Der Kläger berichtigte daraufhin Anfang 2009 die von der A-GmbH erstellten Rechnungen und beantragte beim Finanzamt die Berichtigung der Umsatzsteuer gem. § 14c Abs. 2 i.V.m. § 17 Abs. 1 UStG. Dabei ging er zunächst davon aus, dass die Korrektur für 2002 erfolgen müsse. Die Finanzbehörde vertrat die Ansicht, dass die Korrektur erst für den Besteuerungszeitraum 2008 möglich sei. Der Kläger erhob Klage, nahm sie jedoch wieder zurück.

Im Dezember 2012 reichte der Kläger eine Umsatzsteuererklärung für 2008 ein, in der er die Minderung der Umsatzsteuer wegen der nicht durchgeführten Lieferungen 2002 erklärte. Es erging der Umsatzsteuerbescheid 2008, durch den sich ein Restguthaben i. H. v. 646.164 € zzgl. Erstattungszinsen i.H.v. 161.538 € ergab. Das Finanzamt erklärte daraufhin die Aufrechnung seiner Forderungen aus Umsatzsteuer 2002 gegen das Umsatzsteuerguthaben der GmbH aus 2008. Dieser Erklärung widersprach der Kläger, woraufhin die Behörde den hier angefochtenen Abrechnungsbescheid erließ.

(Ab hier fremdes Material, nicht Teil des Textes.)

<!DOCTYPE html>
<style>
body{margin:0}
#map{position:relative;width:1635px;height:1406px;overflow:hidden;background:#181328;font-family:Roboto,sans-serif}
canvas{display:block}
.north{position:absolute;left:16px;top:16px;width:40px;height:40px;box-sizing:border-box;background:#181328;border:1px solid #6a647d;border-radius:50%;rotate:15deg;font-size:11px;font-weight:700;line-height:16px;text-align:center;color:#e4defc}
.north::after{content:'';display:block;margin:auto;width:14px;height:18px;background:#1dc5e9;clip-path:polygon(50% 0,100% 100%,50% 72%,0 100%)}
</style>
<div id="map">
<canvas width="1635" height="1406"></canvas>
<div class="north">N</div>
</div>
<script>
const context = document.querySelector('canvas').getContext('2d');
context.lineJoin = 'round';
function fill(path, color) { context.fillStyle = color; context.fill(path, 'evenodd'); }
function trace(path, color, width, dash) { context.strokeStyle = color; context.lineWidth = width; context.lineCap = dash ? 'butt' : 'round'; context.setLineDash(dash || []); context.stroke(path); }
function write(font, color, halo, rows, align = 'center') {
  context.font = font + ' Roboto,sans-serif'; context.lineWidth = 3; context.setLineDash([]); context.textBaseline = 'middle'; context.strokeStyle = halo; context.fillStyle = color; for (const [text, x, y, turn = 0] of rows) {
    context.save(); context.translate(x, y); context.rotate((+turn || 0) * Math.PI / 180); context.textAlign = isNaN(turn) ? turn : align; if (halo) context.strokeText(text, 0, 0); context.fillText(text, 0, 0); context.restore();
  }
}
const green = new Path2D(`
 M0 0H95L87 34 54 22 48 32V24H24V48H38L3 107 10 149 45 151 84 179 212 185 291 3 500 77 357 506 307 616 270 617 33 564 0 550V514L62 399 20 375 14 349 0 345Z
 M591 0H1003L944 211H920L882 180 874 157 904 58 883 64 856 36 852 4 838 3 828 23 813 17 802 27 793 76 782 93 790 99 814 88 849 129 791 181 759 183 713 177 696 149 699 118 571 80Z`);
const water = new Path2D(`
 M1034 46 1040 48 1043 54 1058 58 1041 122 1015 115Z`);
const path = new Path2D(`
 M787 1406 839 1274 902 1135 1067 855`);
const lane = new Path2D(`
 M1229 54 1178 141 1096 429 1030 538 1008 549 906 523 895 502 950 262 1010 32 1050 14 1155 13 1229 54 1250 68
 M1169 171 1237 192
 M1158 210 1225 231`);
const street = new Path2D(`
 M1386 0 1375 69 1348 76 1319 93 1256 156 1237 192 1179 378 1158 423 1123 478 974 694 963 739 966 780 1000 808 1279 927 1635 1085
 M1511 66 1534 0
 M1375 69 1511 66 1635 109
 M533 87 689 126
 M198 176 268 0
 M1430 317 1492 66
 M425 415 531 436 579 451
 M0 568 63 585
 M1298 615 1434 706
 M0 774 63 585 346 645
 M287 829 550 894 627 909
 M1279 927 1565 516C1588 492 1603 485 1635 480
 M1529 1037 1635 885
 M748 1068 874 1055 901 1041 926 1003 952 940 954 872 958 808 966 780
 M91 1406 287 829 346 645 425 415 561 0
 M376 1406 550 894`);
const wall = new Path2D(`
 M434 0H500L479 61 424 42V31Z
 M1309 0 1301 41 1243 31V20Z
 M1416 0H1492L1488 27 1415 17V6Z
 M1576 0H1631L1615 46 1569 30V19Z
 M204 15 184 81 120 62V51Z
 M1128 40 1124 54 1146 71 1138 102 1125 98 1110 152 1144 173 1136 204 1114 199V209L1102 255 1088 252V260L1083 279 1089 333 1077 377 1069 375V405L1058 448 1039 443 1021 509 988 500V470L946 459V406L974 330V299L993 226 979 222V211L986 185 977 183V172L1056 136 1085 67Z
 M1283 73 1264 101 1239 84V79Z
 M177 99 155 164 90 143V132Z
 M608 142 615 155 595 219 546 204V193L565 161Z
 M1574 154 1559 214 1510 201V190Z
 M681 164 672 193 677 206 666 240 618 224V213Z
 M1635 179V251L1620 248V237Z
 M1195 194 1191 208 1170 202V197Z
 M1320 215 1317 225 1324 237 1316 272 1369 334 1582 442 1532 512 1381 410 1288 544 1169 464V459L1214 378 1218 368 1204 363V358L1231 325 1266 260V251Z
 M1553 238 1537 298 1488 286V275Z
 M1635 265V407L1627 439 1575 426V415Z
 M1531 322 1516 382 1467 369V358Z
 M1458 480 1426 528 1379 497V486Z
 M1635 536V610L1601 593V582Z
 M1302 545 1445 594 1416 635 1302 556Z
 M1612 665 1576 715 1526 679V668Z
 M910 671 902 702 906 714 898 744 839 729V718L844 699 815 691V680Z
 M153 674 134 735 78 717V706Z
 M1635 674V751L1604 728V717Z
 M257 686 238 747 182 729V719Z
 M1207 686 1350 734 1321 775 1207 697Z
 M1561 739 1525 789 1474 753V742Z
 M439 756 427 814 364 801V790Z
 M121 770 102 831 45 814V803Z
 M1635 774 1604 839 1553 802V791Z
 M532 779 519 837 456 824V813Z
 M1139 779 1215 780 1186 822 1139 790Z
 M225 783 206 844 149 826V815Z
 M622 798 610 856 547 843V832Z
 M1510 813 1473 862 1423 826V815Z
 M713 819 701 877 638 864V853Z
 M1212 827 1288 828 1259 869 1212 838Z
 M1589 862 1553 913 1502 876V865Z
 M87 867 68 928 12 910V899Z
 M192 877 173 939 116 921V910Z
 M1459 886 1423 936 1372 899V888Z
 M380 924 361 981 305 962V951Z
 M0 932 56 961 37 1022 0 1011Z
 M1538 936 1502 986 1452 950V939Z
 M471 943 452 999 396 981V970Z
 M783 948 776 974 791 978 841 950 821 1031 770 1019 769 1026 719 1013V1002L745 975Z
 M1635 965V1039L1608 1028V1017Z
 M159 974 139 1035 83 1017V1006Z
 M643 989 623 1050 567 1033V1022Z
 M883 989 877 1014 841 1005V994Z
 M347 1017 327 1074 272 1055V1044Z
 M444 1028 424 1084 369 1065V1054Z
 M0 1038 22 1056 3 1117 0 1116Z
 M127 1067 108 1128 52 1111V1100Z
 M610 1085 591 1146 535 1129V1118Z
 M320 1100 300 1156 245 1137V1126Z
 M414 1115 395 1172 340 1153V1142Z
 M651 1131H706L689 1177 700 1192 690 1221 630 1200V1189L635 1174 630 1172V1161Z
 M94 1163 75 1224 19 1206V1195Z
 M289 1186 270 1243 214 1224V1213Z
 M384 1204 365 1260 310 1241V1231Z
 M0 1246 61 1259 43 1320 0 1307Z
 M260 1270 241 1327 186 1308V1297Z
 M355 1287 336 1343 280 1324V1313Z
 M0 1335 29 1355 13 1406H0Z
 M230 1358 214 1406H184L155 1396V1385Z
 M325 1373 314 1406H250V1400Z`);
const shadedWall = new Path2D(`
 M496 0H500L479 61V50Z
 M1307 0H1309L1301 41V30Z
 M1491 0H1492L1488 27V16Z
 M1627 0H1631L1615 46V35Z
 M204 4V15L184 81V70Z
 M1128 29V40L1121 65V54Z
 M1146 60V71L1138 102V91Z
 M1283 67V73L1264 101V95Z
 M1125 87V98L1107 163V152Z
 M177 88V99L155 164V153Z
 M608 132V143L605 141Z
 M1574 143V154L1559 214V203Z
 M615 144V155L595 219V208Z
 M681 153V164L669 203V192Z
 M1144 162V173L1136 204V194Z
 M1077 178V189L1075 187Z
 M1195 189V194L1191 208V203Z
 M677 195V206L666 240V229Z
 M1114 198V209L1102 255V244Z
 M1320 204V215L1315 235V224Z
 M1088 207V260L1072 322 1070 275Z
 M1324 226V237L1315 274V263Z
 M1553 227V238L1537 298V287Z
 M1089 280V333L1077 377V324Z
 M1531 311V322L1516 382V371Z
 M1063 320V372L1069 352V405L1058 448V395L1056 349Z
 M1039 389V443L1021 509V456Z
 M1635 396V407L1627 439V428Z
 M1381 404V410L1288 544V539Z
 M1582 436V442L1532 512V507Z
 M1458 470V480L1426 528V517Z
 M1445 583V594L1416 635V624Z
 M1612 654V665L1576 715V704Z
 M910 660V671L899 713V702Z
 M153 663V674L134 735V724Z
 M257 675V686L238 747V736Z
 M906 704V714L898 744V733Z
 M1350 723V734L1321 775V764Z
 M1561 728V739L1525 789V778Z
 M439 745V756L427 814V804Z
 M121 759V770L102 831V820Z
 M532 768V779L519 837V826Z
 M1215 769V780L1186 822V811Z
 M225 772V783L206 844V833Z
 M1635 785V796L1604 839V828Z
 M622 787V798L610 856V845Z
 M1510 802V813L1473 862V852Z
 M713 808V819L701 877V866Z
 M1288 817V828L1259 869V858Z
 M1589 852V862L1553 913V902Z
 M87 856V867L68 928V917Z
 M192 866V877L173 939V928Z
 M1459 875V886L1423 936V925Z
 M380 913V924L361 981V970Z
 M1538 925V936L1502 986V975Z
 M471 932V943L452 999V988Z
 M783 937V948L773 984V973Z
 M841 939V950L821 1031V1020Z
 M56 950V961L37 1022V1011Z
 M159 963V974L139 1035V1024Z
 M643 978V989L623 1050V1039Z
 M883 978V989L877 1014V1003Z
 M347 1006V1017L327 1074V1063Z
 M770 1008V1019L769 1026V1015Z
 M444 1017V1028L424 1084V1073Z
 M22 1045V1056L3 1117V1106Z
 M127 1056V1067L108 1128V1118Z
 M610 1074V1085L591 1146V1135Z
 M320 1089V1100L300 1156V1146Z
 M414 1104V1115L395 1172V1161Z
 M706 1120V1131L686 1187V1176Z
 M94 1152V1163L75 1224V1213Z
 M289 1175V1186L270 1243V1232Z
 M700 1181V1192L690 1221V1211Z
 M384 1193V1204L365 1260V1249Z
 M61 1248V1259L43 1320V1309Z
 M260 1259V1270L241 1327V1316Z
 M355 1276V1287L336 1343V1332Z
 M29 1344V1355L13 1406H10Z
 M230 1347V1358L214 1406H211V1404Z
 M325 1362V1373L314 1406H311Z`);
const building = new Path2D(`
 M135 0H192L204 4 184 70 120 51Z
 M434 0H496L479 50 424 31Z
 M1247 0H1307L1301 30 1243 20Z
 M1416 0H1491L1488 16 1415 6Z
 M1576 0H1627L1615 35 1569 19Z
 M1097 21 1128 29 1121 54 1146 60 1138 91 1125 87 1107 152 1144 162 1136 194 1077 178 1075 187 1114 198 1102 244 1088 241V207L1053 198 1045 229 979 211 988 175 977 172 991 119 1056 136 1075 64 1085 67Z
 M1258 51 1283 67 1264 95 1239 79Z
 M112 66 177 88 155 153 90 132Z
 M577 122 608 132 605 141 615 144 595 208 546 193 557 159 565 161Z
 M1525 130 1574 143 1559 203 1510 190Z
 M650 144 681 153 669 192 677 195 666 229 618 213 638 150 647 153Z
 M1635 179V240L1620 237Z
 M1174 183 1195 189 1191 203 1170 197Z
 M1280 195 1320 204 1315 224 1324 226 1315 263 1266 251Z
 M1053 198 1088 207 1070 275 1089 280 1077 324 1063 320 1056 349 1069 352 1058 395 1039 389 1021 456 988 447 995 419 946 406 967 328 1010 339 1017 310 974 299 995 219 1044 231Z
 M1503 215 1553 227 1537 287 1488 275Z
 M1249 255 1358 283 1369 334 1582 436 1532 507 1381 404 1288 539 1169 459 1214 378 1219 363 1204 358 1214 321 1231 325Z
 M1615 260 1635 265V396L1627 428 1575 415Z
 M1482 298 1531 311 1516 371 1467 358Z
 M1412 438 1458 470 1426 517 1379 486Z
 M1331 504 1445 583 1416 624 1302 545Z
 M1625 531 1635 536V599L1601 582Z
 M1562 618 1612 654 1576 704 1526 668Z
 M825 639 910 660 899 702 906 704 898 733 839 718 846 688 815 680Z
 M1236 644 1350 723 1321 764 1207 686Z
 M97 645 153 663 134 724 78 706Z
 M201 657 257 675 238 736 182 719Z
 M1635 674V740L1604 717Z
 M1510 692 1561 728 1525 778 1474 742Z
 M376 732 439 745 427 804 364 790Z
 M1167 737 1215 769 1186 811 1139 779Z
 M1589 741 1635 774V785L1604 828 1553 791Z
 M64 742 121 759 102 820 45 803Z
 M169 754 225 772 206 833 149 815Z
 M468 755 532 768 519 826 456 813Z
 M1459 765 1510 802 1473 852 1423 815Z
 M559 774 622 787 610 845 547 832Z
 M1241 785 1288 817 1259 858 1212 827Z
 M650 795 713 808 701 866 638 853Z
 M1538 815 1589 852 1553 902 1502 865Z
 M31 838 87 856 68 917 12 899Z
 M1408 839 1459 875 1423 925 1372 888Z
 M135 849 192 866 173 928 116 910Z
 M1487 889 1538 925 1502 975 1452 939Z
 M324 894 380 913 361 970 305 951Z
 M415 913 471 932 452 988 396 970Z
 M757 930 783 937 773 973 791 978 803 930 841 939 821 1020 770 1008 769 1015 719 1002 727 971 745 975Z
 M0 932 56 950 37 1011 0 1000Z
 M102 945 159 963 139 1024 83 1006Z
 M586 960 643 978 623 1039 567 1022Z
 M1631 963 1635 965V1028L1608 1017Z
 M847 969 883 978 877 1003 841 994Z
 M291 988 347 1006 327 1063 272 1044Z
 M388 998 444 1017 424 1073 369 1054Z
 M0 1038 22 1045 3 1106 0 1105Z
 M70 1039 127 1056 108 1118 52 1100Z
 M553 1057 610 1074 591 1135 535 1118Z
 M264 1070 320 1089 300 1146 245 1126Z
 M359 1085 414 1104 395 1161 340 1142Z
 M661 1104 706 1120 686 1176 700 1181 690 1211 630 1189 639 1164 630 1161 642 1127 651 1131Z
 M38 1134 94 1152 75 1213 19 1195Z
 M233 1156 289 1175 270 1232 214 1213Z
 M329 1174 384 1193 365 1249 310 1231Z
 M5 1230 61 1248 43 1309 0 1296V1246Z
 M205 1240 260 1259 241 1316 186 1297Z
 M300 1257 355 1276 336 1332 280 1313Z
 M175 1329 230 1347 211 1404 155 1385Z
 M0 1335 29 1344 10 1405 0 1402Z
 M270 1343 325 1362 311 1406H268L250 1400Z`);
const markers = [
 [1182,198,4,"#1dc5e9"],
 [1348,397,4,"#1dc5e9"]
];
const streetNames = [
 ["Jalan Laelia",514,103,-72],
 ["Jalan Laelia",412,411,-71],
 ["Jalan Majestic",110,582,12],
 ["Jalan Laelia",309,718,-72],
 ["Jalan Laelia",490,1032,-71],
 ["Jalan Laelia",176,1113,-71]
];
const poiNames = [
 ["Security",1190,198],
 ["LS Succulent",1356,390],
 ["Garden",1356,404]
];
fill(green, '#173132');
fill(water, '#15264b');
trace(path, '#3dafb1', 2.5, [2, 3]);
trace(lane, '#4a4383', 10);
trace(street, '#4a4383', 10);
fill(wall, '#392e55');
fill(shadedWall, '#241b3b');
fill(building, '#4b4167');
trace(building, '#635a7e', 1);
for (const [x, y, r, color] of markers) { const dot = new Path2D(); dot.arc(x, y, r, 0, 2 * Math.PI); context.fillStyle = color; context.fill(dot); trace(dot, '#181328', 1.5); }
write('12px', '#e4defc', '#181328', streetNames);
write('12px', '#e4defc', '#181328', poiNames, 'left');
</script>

Der Kläger war der Ansicht, der Abrechnungsbescheid sei rechtswidrig, weil er gegen § 96 Abs. 1 Nr. 1 InsO verstoße. Die Forderung der Schuldnerin sei erst in 2008 und damit nach Eröffnung des Insolvenzverfahrens entstanden. Das FG gab der Klage statt. Allerdings ist beim BFH ein Revisionsverfahren unter dem Az.: VII R 34/15 anhängig.

Die Gründe:
Die bereits gezahlte und aufgrund des geänderten Bescheids für 2008 zu erstattende Umsatzsteuer durfte nicht mit Insolvenzforderungen aufgerechnet werden.

Gem. § 96 Abs. 1 Nr. 1 InsO ist die Aufrechnung unzulässig, wenn ein Insolvenzgläubiger erst nach der Eröffnung des Insolvenzverfahrens etwas zur Insolvenzmasse schuldig geworden ist. Nach der Rechtsprechung aller drei für die Schnittstelle Umsatzsteuer und Insolvenzrecht zuständigen BFH-Senate ist maßgeblich, ob sämtliche materiell-rechtlichen Tatbestandsvoraussetzungen für die Entstehung des Erstattungsanspruchs im Zeitpunkt der Eröffnung des Insolvenzverfahrens erfüllt waren.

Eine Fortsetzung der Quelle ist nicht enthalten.